(Source data begins)

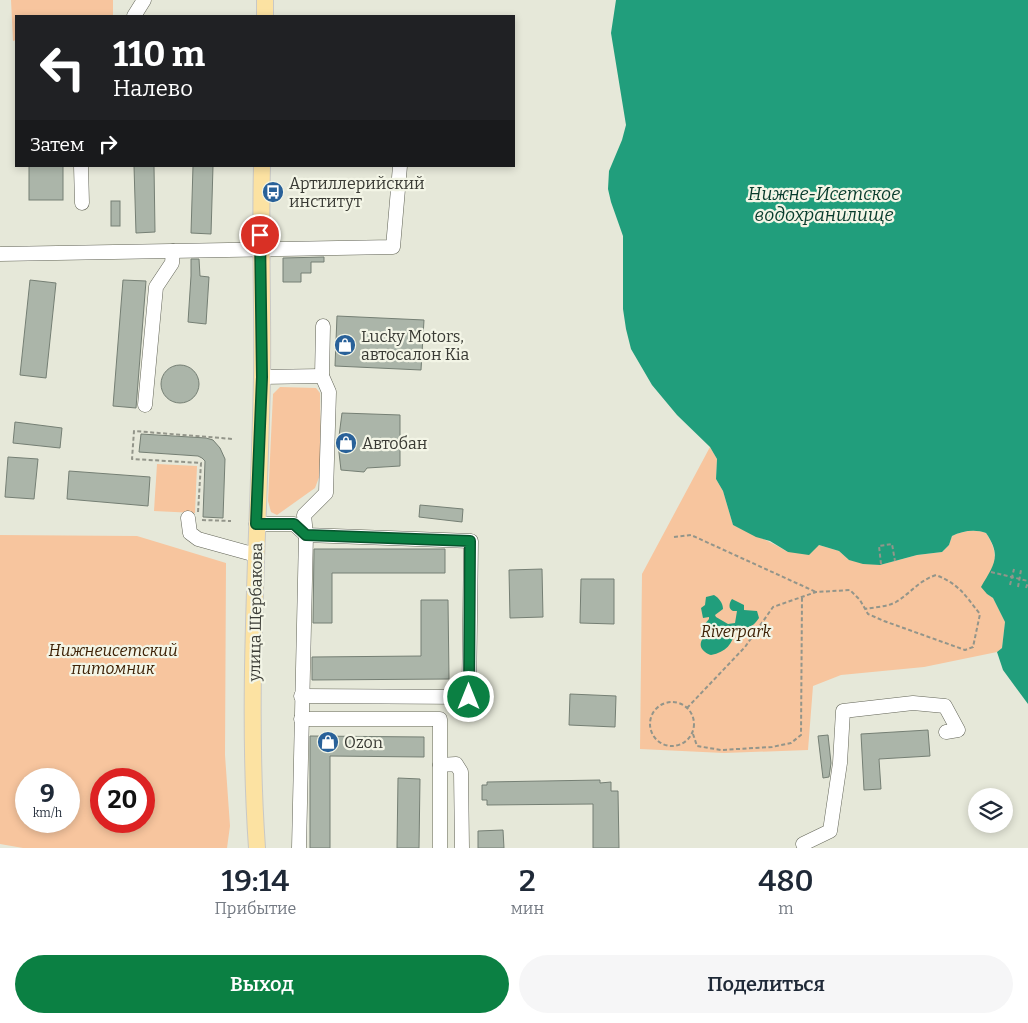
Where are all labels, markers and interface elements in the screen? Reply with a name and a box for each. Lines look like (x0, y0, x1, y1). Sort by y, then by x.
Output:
text: 110 m (113, 33, 205, 75)
icon: left (30, 35, 95, 100)
text: Налево (113, 75, 193, 102)
icon: right (94, 130, 122, 158)
text: Затем (30, 133, 84, 156)
place label: Артиллерийский институт (289, 174, 425, 211)
bus stop icon: Артиллерийский институт (261, 180, 285, 204)
water label: Нижне-Исетское водохранилище (748, 183, 900, 226)
pin (239, 214, 281, 256)
icon: arrive (246, 221, 274, 249)
place label: Lucky Motors, автосалон Kia (361, 327, 469, 364)
shop icon: Lucky Motors, автосалон Kia (333, 333, 357, 357)
shop icon: Автобан (334, 431, 358, 455)
place label: Автобан (362, 434, 427, 453)
street label: улица Щербакова (245, 542, 266, 683)
park label: Riverpark (701, 622, 772, 641)
park label: Нижнеисетский питомник (48, 641, 178, 678)
position arrow (442, 670, 494, 722)
shop icon: Ozon (316, 730, 340, 754)
place label: Ozon (344, 733, 383, 752)
speed limit sign: 20 (90, 768, 155, 833)
text: 9 (40, 779, 55, 809)
map controls (968, 788, 1013, 833)
button: layers (968, 788, 1013, 833)
text: km/h (33, 806, 62, 820)
text: 19:14 (221, 863, 289, 899)
text: 2 (519, 863, 536, 899)
text: 480 (758, 863, 814, 899)
text: Прибытие (214, 899, 296, 918)
text: мин (511, 899, 544, 918)
text: m (778, 899, 794, 918)
button: Выход (15, 955, 509, 1013)
button: Поделиться (519, 955, 1013, 1013)

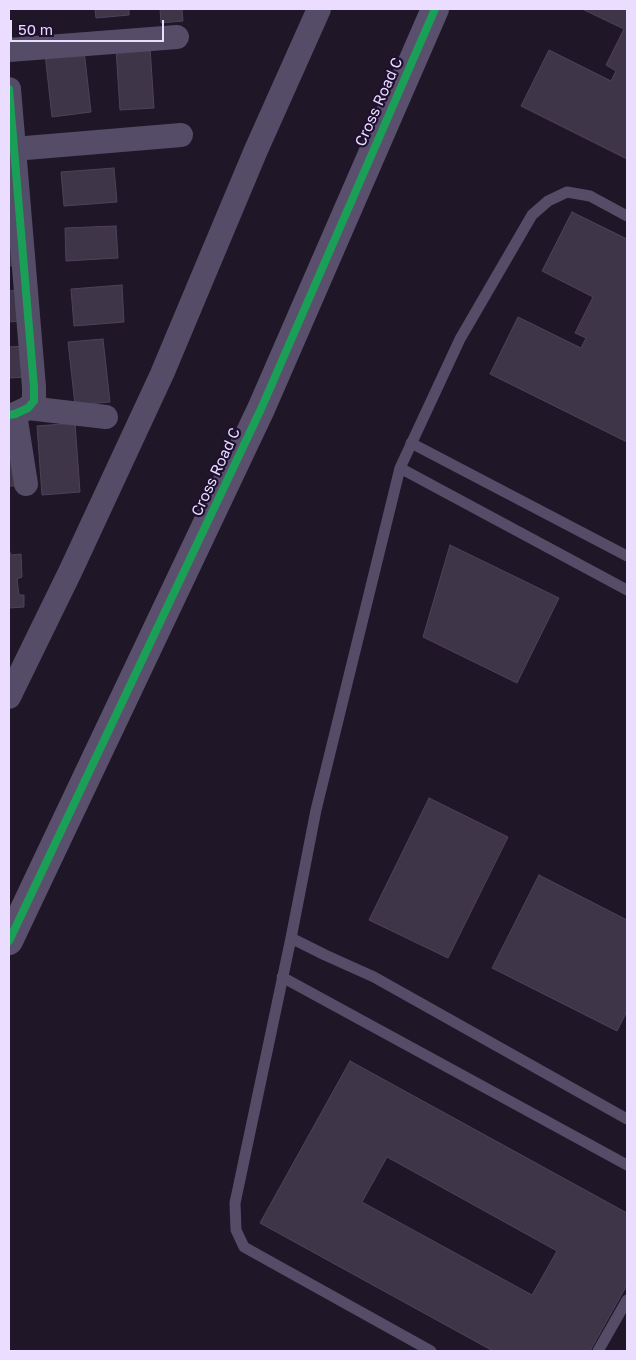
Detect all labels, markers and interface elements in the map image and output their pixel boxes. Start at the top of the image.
scale bar [12,10,166,42]
text: 50 m [18,20,53,38]
street label: Cross Road C [351,55,407,149]
street label: Cross Road C [188,425,244,519]

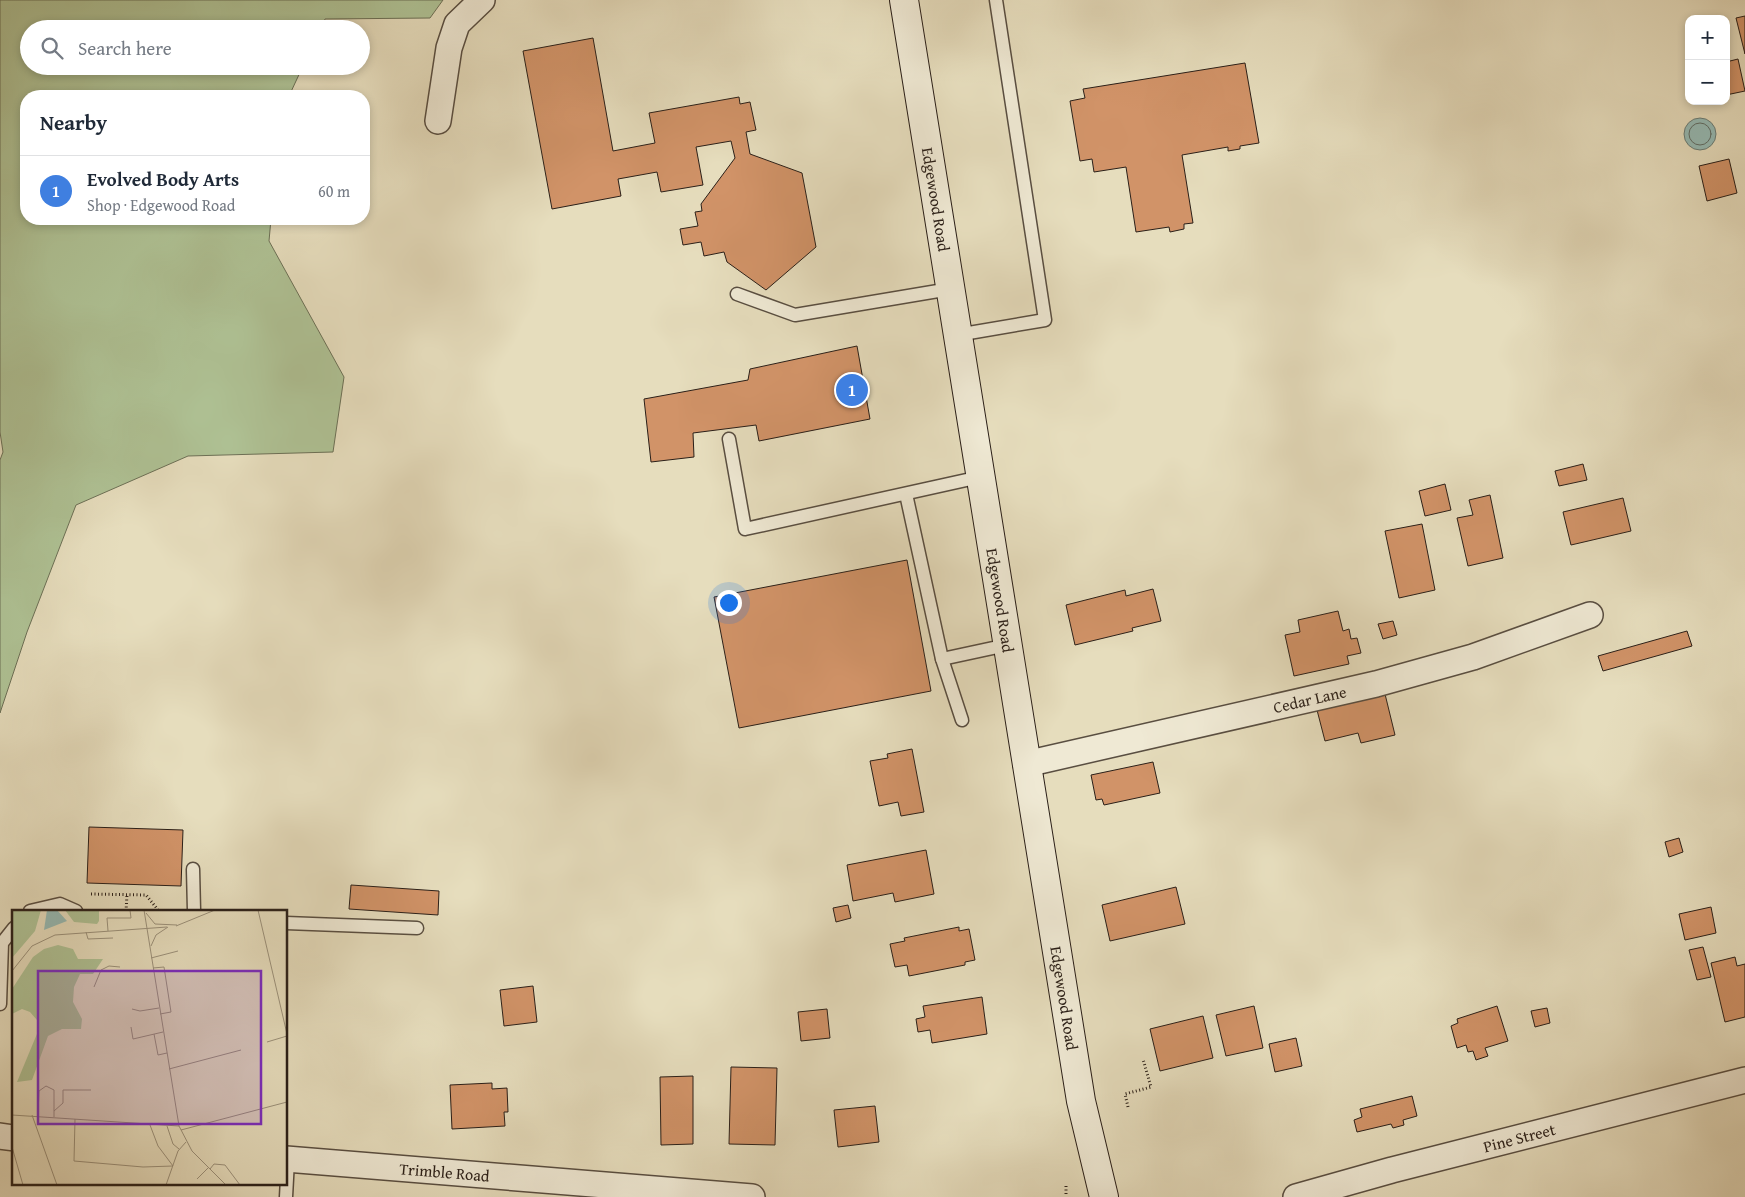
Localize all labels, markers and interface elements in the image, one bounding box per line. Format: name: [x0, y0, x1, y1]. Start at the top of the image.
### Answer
map controls: [1685, 15, 1730, 105]
button: +: [1685, 15, 1730, 60]
search box: [20, 20, 370, 75]
icon: search: [38, 34, 66, 62]
text: Search here: [78, 34, 172, 62]
button: −: [1685, 60, 1730, 105]
text: Nearby: [40, 107, 107, 138]
street label: Edgewood Road: [916, 146, 956, 254]
text: Evolved Body Arts: [87, 165, 239, 193]
text: 1: [52, 179, 60, 203]
text: 60 m: [318, 179, 350, 203]
text: Shop · Edgewood Road: [87, 193, 235, 217]
pin: 1: [836, 371, 868, 409]
street label: Edgewood Road: [980, 546, 1021, 655]
your location: [716, 590, 742, 616]
street label: Cedar Lane: [1271, 679, 1349, 719]
inset map: [12, 910, 288, 1184]
street label: Edgewood Road: [1044, 944, 1085, 1052]
street label: Pine Street: [1481, 1117, 1558, 1158]
street label: Trimble Road: [398, 1156, 491, 1188]

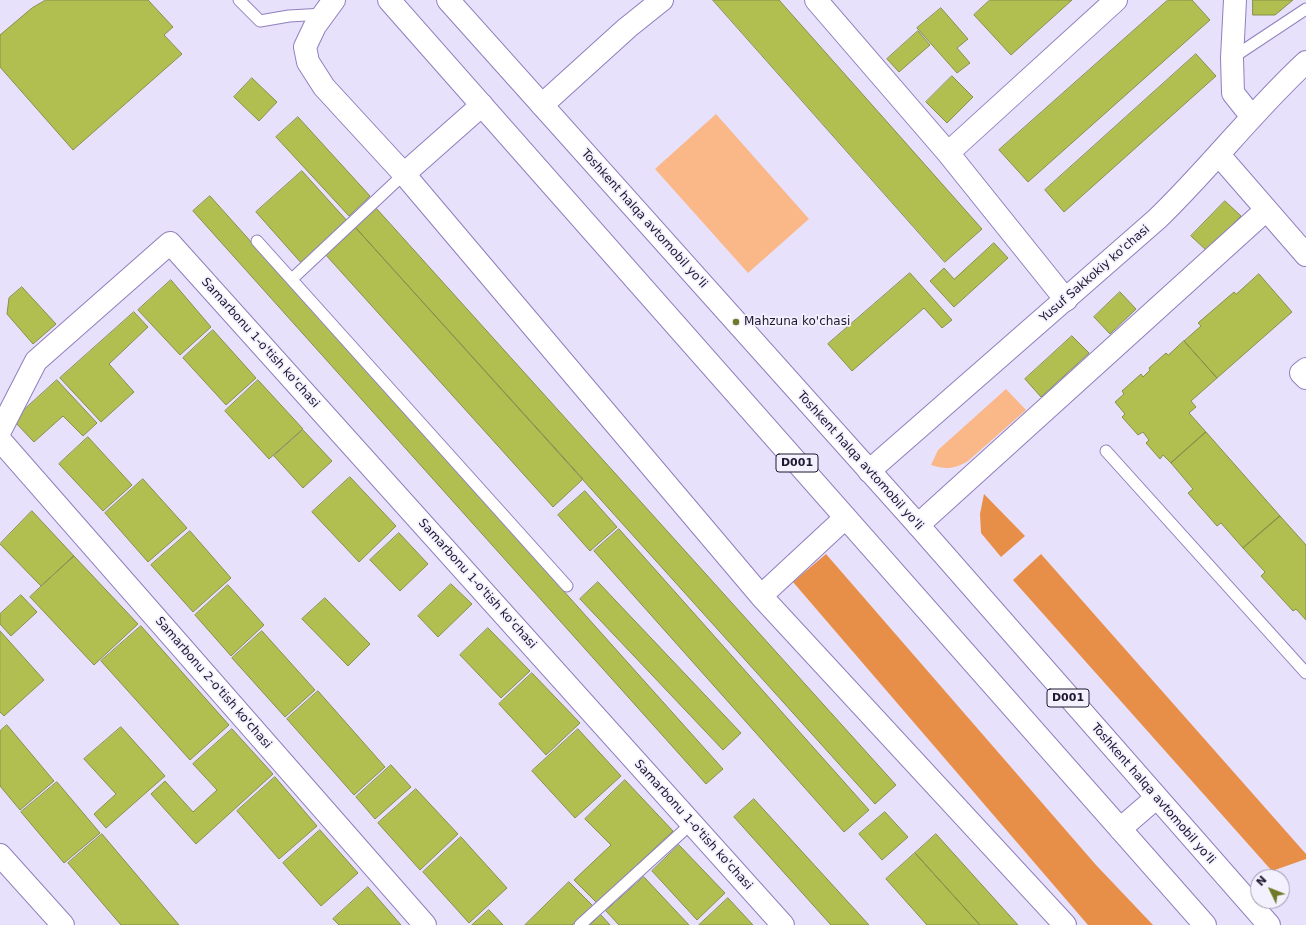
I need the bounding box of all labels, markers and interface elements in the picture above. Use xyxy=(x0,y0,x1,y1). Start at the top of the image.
street label: Toshkent halqa avtomobil yo'li xyxy=(578,147,710,291)
street label: Yusuf Sakkokiy ko'chasi xyxy=(1037,222,1153,326)
street label: Samarbonu 1-o'tish ko'chasi xyxy=(198,275,322,411)
place label: Mahzuna ko'chasi xyxy=(744,315,850,329)
marker: Mahzuna ko'chasi xyxy=(731,317,741,327)
street label: Toshkent halqa avtomobil yo'li xyxy=(794,389,926,533)
road number: D001 xyxy=(776,454,818,472)
street label: Samarbonu 1-o'tish ko'chasi xyxy=(415,516,539,652)
street label: Samarbonu 2-o'tish ko'chasi xyxy=(152,614,274,752)
road number: D001 xyxy=(1047,689,1089,707)
street label: Toshkent halqa avtomobil yo'li xyxy=(1088,721,1218,867)
street label: Samarbonu 1-o'tish ko'chasi xyxy=(631,757,755,893)
north arrow xyxy=(1250,869,1290,909)
text: N xyxy=(1254,873,1269,889)

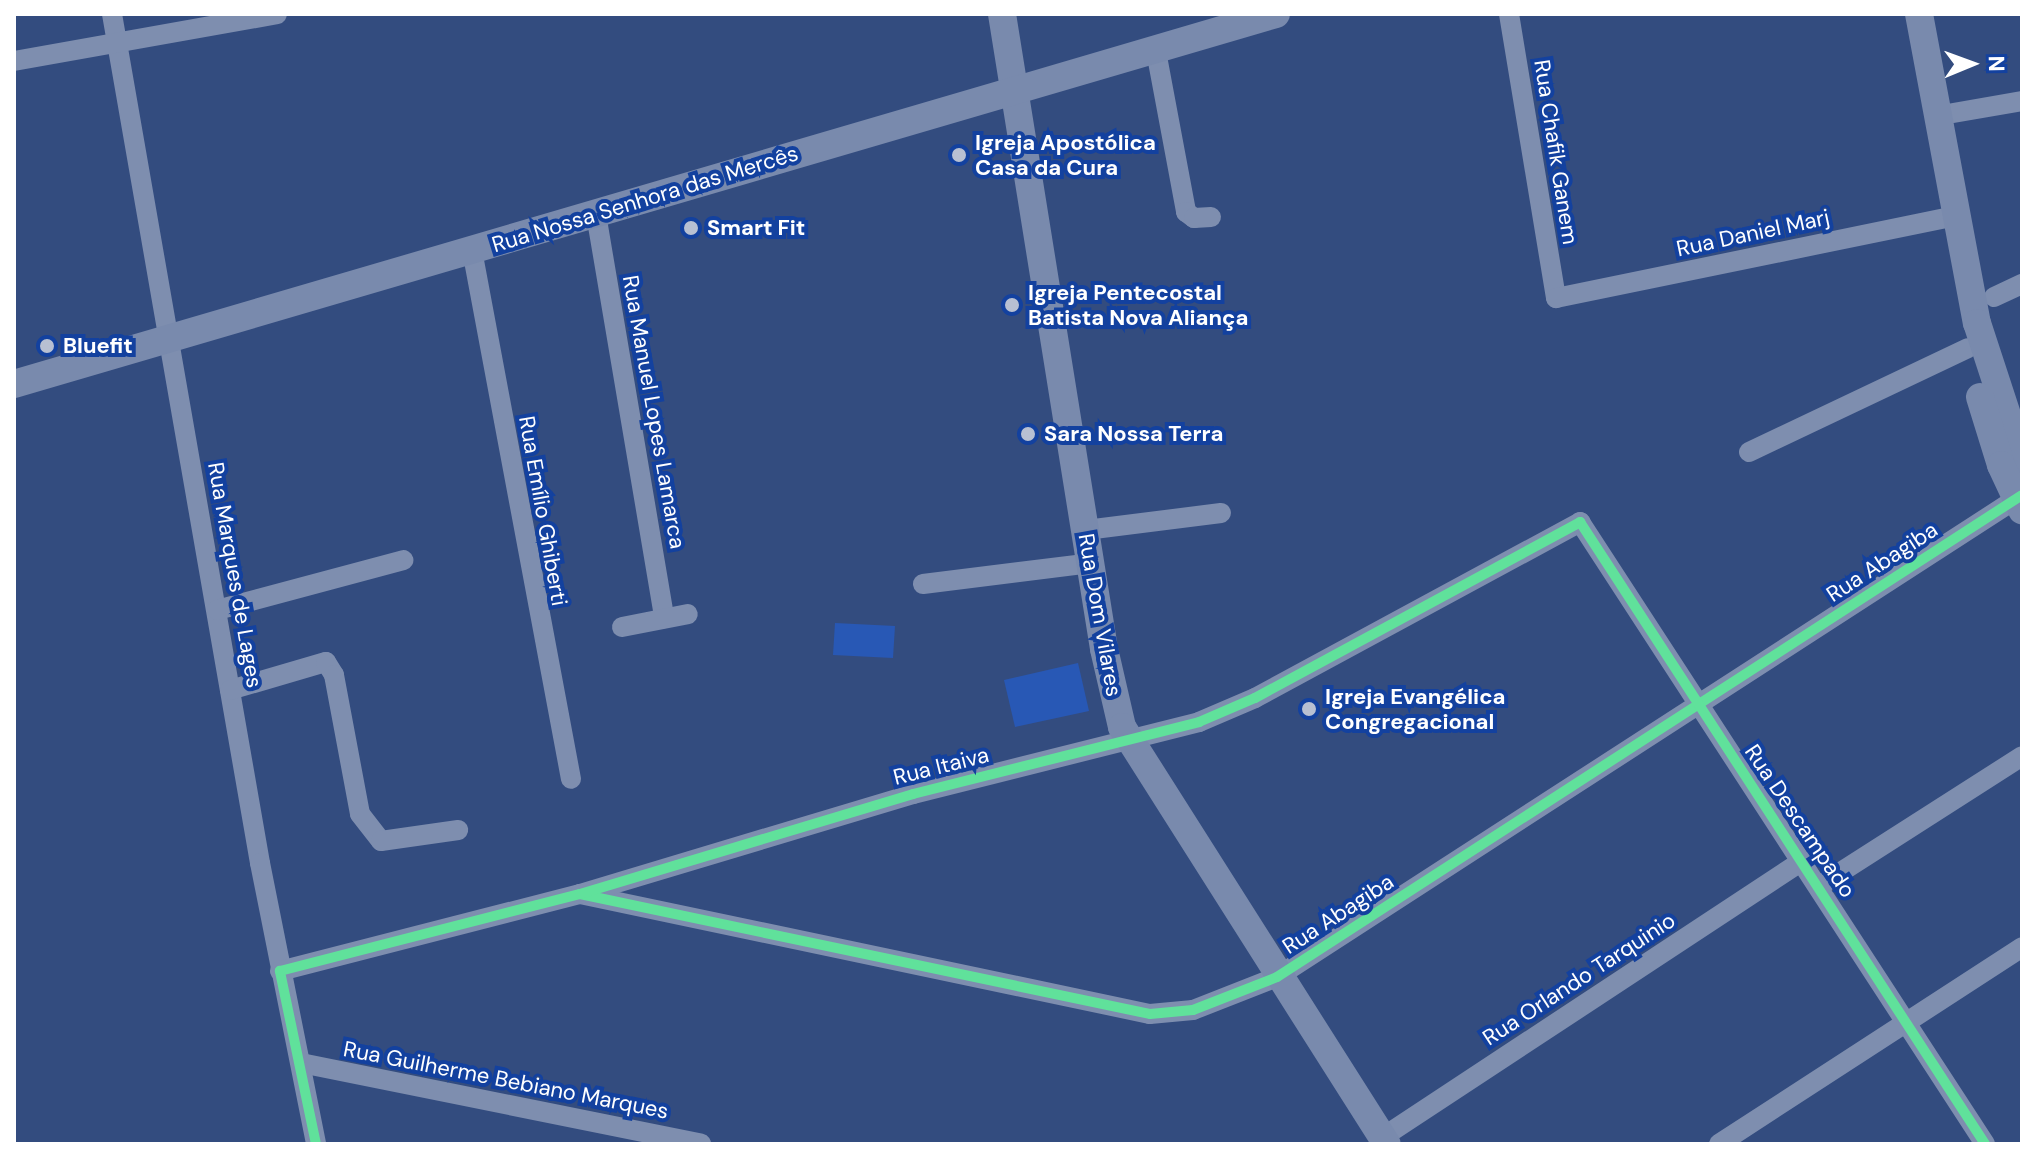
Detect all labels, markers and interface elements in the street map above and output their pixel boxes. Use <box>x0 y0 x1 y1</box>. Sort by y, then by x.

(Source data ends)

● Prompt: Repeat the data exactly. No pictures should appear.

● Your solution:
Where are all labels, markers and interface elements in the screen? Reply with a name and a box for each. Lines look like (x0, y0, x1, y1). Sort by y, then by x.
Output:
text: 110 m (113, 33, 205, 75)
icon: left (30, 35, 95, 100)
text: Налево (113, 75, 193, 102)
icon: right (94, 130, 122, 158)
text: Затем (30, 133, 84, 156)
place label: Артиллерийский институт (289, 174, 425, 211)
bus stop icon: Артиллерийский институт (261, 180, 285, 204)
water label: Нижне-Исетское водохранилище (748, 183, 900, 226)
pin (239, 214, 281, 256)
icon: arrive (246, 221, 274, 249)
place label: Lucky Motors, автосалон Kia (361, 327, 469, 364)
shop icon: Lucky Motors, автосалон Kia (333, 333, 357, 357)
shop icon: Автобан (334, 431, 358, 455)
place label: Автобан (362, 434, 427, 453)
street label: улица Щербакова (245, 542, 266, 683)
park label: Riverpark (701, 622, 772, 641)
park label: Нижнеисетский питомник (48, 641, 178, 678)
position arrow (442, 670, 494, 722)
shop icon: Ozon (316, 730, 340, 754)
place label: Ozon (344, 733, 383, 752)
speed limit sign: 20 (90, 768, 155, 833)
text: 9 (40, 779, 55, 809)
map controls (968, 788, 1013, 833)
button: layers (968, 788, 1013, 833)
text: km/h (33, 806, 62, 820)
text: 19:14 (221, 863, 289, 899)
text: 2 (519, 863, 536, 899)
text: 480 (758, 863, 814, 899)
text: Прибытие (214, 899, 296, 918)
text: мин (511, 899, 544, 918)
text: m (778, 899, 794, 918)
button: Выход (15, 955, 509, 1013)
button: Поделиться (519, 955, 1013, 1013)

Detect all labels, markers and interface elements in the map image and output their pixel boxes. Start at the top of the image.
scale bar [12,10,166,42]
text: 50 m [18,20,53,38]
street label: Cross Road C [351,55,407,149]
street label: Cross Road C [188,425,244,519]

Localize all labels, markers and interface elements in the image, one bounding box per line. Format: name: [x0, y0, x1, y1]. Start at the top of the image.
### Answer
map controls: [1685, 15, 1730, 105]
button: +: [1685, 15, 1730, 60]
search box: [20, 20, 370, 75]
icon: search: [38, 34, 66, 62]
text: Search here: [78, 34, 172, 62]
button: −: [1685, 60, 1730, 105]
text: Nearby: [40, 107, 107, 138]
street label: Edgewood Road: [916, 146, 956, 254]
text: Evolved Body Arts: [87, 165, 239, 193]
text: 1: [52, 179, 60, 203]
text: 60 m: [318, 179, 350, 203]
text: Shop · Edgewood Road: [87, 193, 235, 217]
pin: 1: [836, 371, 868, 409]
street label: Edgewood Road: [980, 546, 1021, 655]
your location: [716, 590, 742, 616]
street label: Cedar Lane: [1271, 679, 1349, 719]
inset map: [12, 910, 288, 1184]
street label: Edgewood Road: [1044, 944, 1085, 1052]
street label: Pine Street: [1481, 1117, 1558, 1158]
street label: Trimble Road: [398, 1156, 491, 1188]

I need the bounding box of all labels, markers and interface elements in the picture above. Use xyxy=(x0,y0,x1,y1). Start at the top of the image.
street label: Toshkent halqa avtomobil yo'li xyxy=(578,147,710,291)
street label: Yusuf Sakkokiy ko'chasi xyxy=(1037,222,1153,326)
street label: Samarbonu 1-o'tish ko'chasi xyxy=(198,275,322,411)
place label: Mahzuna ko'chasi xyxy=(744,315,850,329)
marker: Mahzuna ko'chasi xyxy=(731,317,741,327)
street label: Toshkent halqa avtomobil yo'li xyxy=(794,389,926,533)
road number: D001 xyxy=(776,454,818,472)
street label: Samarbonu 1-o'tish ko'chasi xyxy=(415,516,539,652)
street label: Samarbonu 2-o'tish ko'chasi xyxy=(152,614,274,752)
road number: D001 xyxy=(1047,689,1089,707)
street label: Toshkent halqa avtomobil yo'li xyxy=(1088,721,1218,867)
street label: Samarbonu 1-o'tish ko'chasi xyxy=(631,757,755,893)
north arrow xyxy=(1250,869,1290,909)
text: N xyxy=(1254,873,1269,889)

Detect all labels, markers and interface elements in the street map above and output their pixel boxes. Use <box>x0 y0 x1 y1</box>. Sort by y, then by x.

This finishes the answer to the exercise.